Le dichiarazioni del cappellano don Daniele Simonazzi dopo il caso del giovane recluso morto soffocato da un pezzo di carne

Ha conosciuto il giovane (Daniele De Luca) morto per soffocamento all’ospedale psichiatrico giudiziario e non vuole entrare nello specifico dell’inchiesta in corso, ma una cosa il cappellano dell’opg (don Daniele Simonazzi) la vuole dire e con forza: «Daniele è morto perché è una situazione da denuncia!». A queste parole fa seguito una descrizione allucinante di quanto avviene nella struttura restrittiva : il 70% dei servizi igienici è incrostato, tubature in evidente degrado, vestiti sporchi, vetri mai puliti, mancano detersivi e saponi, viene servito il cibo nei piatti sporchi del giorno prima, per non parlare di un ricoverato senza gambe che mangia per terra («Come i cani…»).

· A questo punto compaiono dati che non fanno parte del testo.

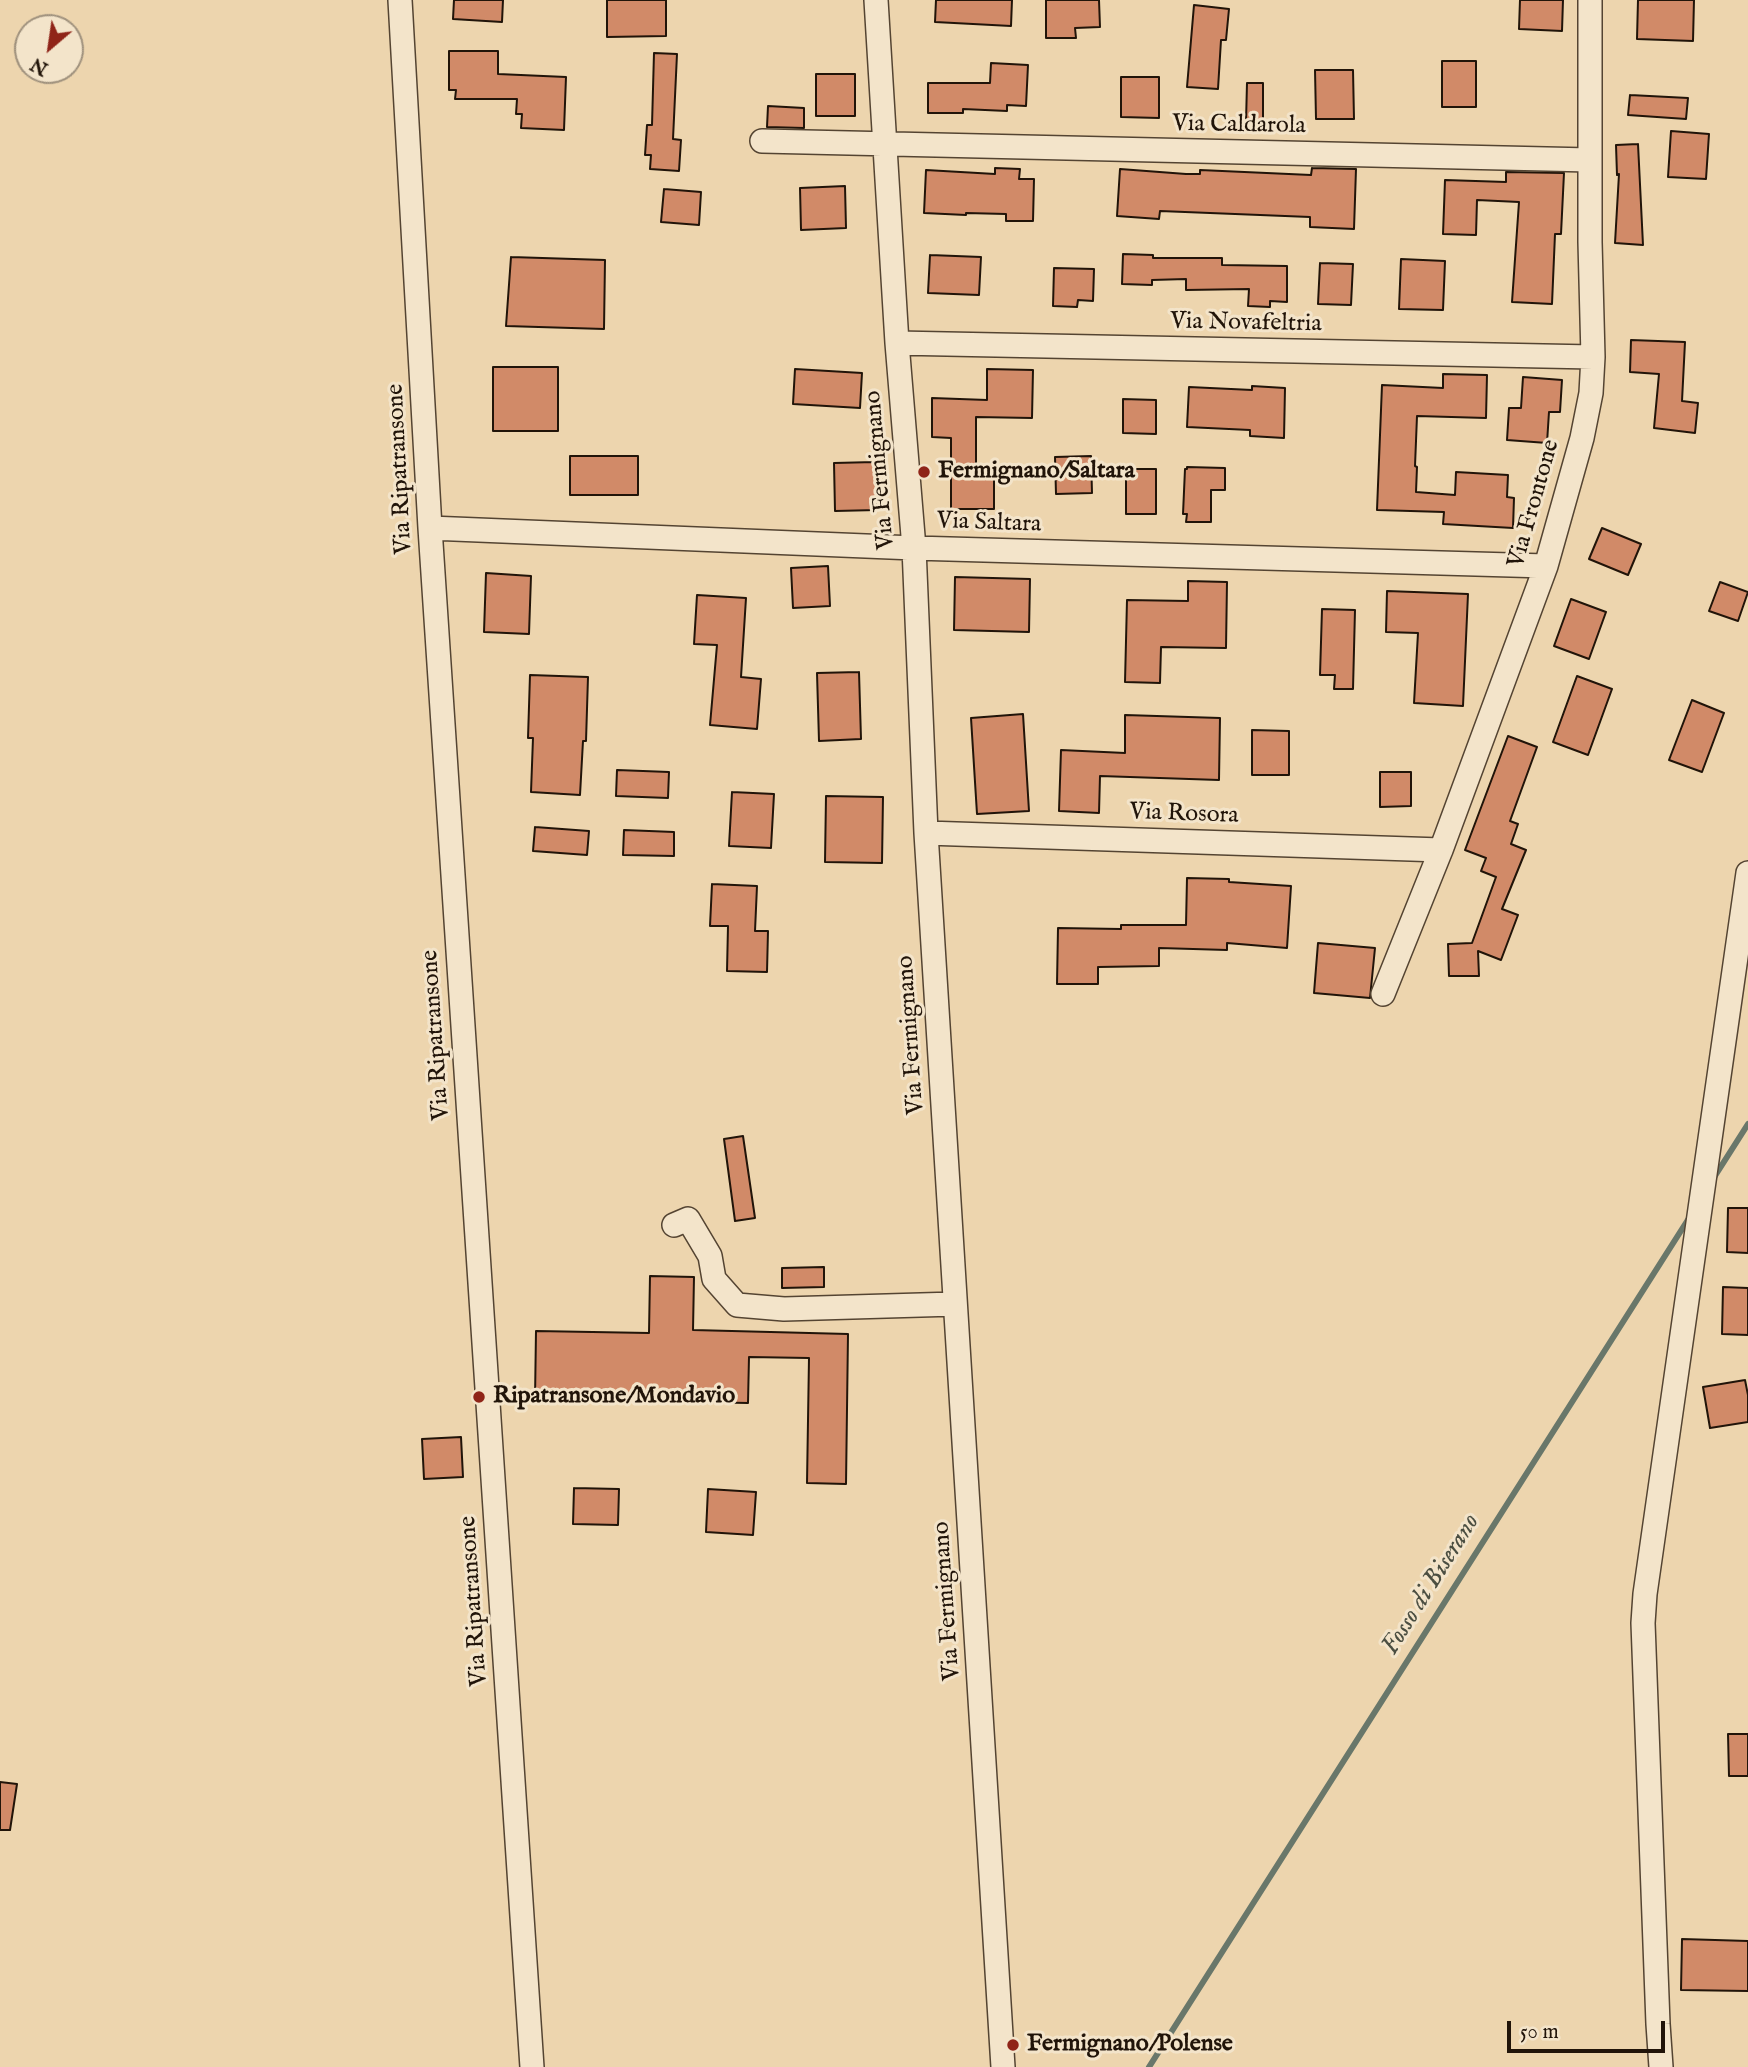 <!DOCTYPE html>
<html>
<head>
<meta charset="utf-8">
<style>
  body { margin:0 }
  #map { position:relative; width:1748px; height:2067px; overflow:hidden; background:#edd5ae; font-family:"IM FELL English",serif }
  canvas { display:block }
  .north { position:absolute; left:14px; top:14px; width:70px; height:70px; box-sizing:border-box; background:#f3e4ca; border:2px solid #9f917d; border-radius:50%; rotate:209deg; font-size:19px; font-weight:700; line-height:28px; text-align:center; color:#211409 }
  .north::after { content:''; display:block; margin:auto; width:24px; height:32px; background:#8f2418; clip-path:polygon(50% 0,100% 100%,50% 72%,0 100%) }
  .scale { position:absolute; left:1507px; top:2021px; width:158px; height:32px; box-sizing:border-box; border:4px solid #211409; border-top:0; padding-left:9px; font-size:21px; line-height:24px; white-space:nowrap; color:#211409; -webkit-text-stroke:5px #f3e4ca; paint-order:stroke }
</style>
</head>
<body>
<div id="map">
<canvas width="1748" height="2067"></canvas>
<div class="north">N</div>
<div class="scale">50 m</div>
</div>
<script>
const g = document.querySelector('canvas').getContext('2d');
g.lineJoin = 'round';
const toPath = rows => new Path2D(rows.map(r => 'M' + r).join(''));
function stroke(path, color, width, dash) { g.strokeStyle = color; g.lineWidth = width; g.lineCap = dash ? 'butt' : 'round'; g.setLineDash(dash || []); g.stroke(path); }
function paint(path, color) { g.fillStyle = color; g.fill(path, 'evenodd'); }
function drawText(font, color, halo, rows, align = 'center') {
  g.font = font + ' "IM FELL English",serif'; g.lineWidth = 6; g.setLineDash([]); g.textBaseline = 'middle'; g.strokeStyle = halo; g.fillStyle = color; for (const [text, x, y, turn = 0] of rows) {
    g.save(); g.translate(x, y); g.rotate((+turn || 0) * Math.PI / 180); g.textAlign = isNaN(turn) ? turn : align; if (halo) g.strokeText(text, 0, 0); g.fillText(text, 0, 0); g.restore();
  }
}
stroke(toPath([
  [1713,1179,1748,1124],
  [1149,2067,1691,1215]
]), '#69776a', 6);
const building = toPath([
  [454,0,503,0,502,22,453,19,454,0],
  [607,0,666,0,666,36,607,37,607,0],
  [936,0,1012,0,1011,26,935,22,936,0],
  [1046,0,1099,0,1100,27,1075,28,1076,38,1046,38,1046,0],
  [1520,0,1563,0,1562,31,1519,29,1520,0],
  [1638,0,1694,0,1693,41,1637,39,1638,0],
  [1194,5,1229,9,1226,40,1221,40,1218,89,1187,87,1194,5],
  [449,51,498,51,498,74,566,77,564,130,521,128,522,114,516,114,517,99,455,99,456,90,449,90,449,51],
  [654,53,677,54,673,139,681,140,679,171,650,169,651,155,645,155,647,125,652,125,654,53],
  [1442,61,1476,61,1476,107,1442,107,1442,61],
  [991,63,1028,65,1026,106,1007,105,1007,111,963,109,963,113,928,113,928,83,990,83,991,63],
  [1315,70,1353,70,1354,119,1316,119,1315,70],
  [816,74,855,74,855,116,816,116,816,74],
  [1121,77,1159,77,1159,118,1121,117,1121,77],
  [1247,83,1263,83,1263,122,1246,122,1247,83],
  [1630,95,1688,98,1686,119,1628,115,1630,95],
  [768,106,804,108,804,128,767,127,768,106],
  [1671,131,1709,134,1706,179,1668,177,1671,131],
  [1638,144,1643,245,1615,243,1619,174,1617,175,1616,145,1638,144],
  [995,168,1020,169,1019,179,1034,179,1033,221,1006,221,1006,214,966,213,966,215,924,213,926,170,995,174,995,168],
  [1312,168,1356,169,1354,229,1310,227,1310,217,1160,211,1159,219,1117,216,1120,169,1186,174,1200,174,1200,170,1311,175,1312,168],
  [1506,172,1564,173,1561,234,1555,234,1552,304,1512,302,1519,202,1477,200,1476,235,1443,234,1445,180,1506,182,1506,172],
  [845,186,846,228,801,230,800,188,845,186],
  [664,189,701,192,699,225,661,222,664,189],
  [1123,254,1153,255,1153,258,1222,258,1222,265,1287,266,1287,302,1270,301,1270,307,1248,306,1249,289,1186,290,1186,279,1152,280,1152,285,1122,284,1123,254],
  [930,255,981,257,979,295,928,293,930,255],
  [511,257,605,260,604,329,506,326,511,257],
  [1401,259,1445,261,1443,310,1399,309,1401,259],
  [1320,263,1353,264,1351,305,1318,304,1320,263],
  [1054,268,1094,269,1093,301,1078,300,1077,307,1053,306,1054,268],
  [1631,340,1685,342,1682,401,1698,403,1695,433,1654,428,1659,374,1630,372,1631,340],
  [493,367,558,367,558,431,493,431,493,367],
  [795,369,862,373,860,408,793,404,795,369],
  [987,369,1033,370,1032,418,976,417,976,465,994,466,994,509,951,509,951,438,932,437,932,398,987,400,987,369],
  [1443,374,1487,375,1486,418,1417,416,1415,466,1417,467,1416,492,1455,495,1456,472,1508,475,1507,497,1514,498,1513,528,1443,524,1444,512,1377,510,1382,385,1443,388,1443,374],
  [1523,377,1562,380,1560,412,1549,412,1547,443,1507,440,1509,408,1521,408,1523,377],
  [1252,386,1285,388,1284,438,1250,436,1250,430,1187,427,1189,387,1252,390,1252,386],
  [1123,399,1156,400,1156,434,1123,433,1123,399],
  [570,456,638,456,638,495,570,495,570,456],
  [1091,456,1092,493,1056,494,1055,457,1091,456],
  [875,462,877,510,835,511,834,463,875,462],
  [1187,467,1225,468,1225,490,1211,490,1211,522,1186,522,1187,514,1183,514,1185,469,1187,469,1187,467],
  [1126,469,1156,469,1156,514,1126,514,1126,469],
  [1602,528,1641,544,1628,575,1589,559,1602,528],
  [828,566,830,606,793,608,791,568,828,566],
  [486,573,531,576,529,634,484,632,486,573],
  [955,577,1030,579,1029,632,954,630,955,577],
  [1188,581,1227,582,1226,648,1161,647,1160,683,1125,682,1127,600,1188,601,1188,581],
  [1720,582,1748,592,1738,621,1709,611,1720,582],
  [1387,591,1468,594,1463,706,1414,703,1418,633,1386,632,1387,591],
  [697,595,746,598,741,677,761,679,757,729,710,725,717,645,694,644,697,595],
  [1571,599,1606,612,1589,659,1554,646,1571,599],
  [1322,609,1355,610,1353,689,1334,689,1335,675,1320,675,1322,609],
  [859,672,861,739,819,741,817,673,859,672],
  [530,675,588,677,586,741,583,741,580,795,531,792,533,738,528,738,530,675],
  [1577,676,1612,689,1588,755,1553,742,1577,676],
  [1692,700,1724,713,1702,772,1669,760,1692,700],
  [1023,714,1029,811,977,814,971,718,1023,714],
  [1125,715,1220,718,1219,780,1100,776,1099,813,1059,811,1061,750,1125,753,1125,715],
  [1252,730,1289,731,1289,775,1252,775,1252,730],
  [1508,736,1537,747,1510,821,1518,824,1511,844,1526,850,1502,909,1518,915,1501,960,1478,951,1479,976,1449,976,1448,944,1472,943,1496,877,1481,871,1486,858,1465,850,1508,736],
  [617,770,669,772,668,798,616,796,617,770],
  [1380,772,1411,772,1411,806,1380,807,1380,772],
  [732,792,774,794,771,848,729,846,732,792],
  [826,796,883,797,882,863,825,862,826,796],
  [535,827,589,831,587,855,533,851,535,827],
  [624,830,674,832,674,856,623,855,624,830],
  [1187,878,1229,879,1229,882,1291,886,1287,948,1227,943,1227,950,1159,948,1159,966,1098,967,1098,984,1057,984,1058,928,1121,929,1121,925,1186,925,1187,878],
  [712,884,757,886,755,931,768,931,767,972,727,971,728,926,710,926,712,884],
  [1318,943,1375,948,1370,998,1314,993,1318,943],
  [743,1136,755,1218,735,1221,724,1139,743,1136],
  [1728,1208,1748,1208,1748,1253,1727,1252,1728,1208],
  [824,1267,824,1287,782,1288,782,1268,824,1267],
  [650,1276,694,1277,693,1330,848,1334,846,1484,807,1483,809,1358,749,1357,748,1403,535,1399,536,1331,649,1333,650,1276],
  [1723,1287,1748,1288,1748,1335,1722,1334,1723,1287],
  [1745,1380,1748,1395,1748,1422,1710,1428,1703,1387,1745,1380],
  [461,1437,463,1477,424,1479,422,1439,461,1437],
  [574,1488,619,1489,618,1525,573,1524,574,1488],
  [708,1489,756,1492,753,1535,706,1532,708,1489],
  [1728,1734,1748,1734,1748,1776,1729,1776,1728,1734],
  [0,1782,17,1784,10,1830,0,1830,0,1782],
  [1682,1939,1748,1941,1748,1991,1681,1990,1682,1939]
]);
paint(building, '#d18a68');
stroke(building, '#211409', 2);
const minor = toPath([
  [400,0,430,528,532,2067],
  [876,0,897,343,914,548,926,833,1003,2067],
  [762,141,1590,160],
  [897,343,1593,357],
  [430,528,914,548,1546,566],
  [926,833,1441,850],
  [1383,994,1441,850,1546,566,1582,438,1591,393,1593,357,1590,242,1590,0],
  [674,1225,688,1219,710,1256,714,1279,737,1305,784,1309,955,1304],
  [1661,2067,1658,2024,1643,1623,1645,1594,1748,873]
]);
stroke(minor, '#544432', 26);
stroke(minor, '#f3e4ca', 23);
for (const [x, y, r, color] of [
  [924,472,7,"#8f2418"],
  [479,1397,7,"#8f2418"],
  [1013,2045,7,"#8f2418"]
]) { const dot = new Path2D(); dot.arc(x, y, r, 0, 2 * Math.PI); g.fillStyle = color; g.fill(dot); stroke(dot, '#f3e4ca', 2.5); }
drawText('24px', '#211409', '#f3e4ca', [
  ["Via Caldarola",1239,126,1],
  ["Via Novafeltria",1246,324,1],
  ["Via Ripatransone",401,469,-93],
  ["Via Fermignano",881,470,-95],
  ["Via Frontone",1535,504,-74],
  ["Via Saltara",989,524,2],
  ["Via Rosora",1184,815,2],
  ["Via Ripatransone",437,1035,-94],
  ["Via Fermignano",912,1035,-94],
  ["Via Ripatransone",475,1601,-94],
  ["Via Fermignano",948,1601,-94]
]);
drawText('bold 24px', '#211409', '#f3e4ca', [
  ["Fermignano/Saltara",938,472],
  ["Ripatransone/Mondavio",493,1397],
  ["Fermignano/Polense",1027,2045]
], 'left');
drawText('italic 26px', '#4b4e41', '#f3e4ca', [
  ["Fosso di Biserano",1432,1585,-58]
]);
</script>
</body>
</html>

Il perché è presto detto: «Manca coordinamento fra la parte amministrativa e quella sanitaria dell’opg – spiega il sacerdote – con accuse reciproche. Dei cinque settori in cui è diviso l’opg, uno è seguito dagli agenti penitenziari, gli altri quattro dall’Ausl. Eppure non ho mai visto i dirigenti dell’Ausl venire a vedere di persona cosa accade nella struttura. Il 50% delle celle fanno schifo! Ma tanto prima o poi lo chiudono… E, senza risorse, si va avanti grazie alla buona volontà degli operatori, ma c’è tanta frustrazione fra il personale».

L’accesso all’ospedale psichiatrico…

Tempo fa i ricoverati erano arrivati a 320, ora sono 142 e questa riduzione ha almeno attenuato, anche se di poco, i problemi. Ed è in questo “inferno” decritto da don Daniele Simonazzi che è maturata la morte di Daniele De Luca, romano di 29 anni affetto da schizofrenia paranoide, deceduto in cella il 12 gennaio 2013 soffocato da un pezzo di bistecca.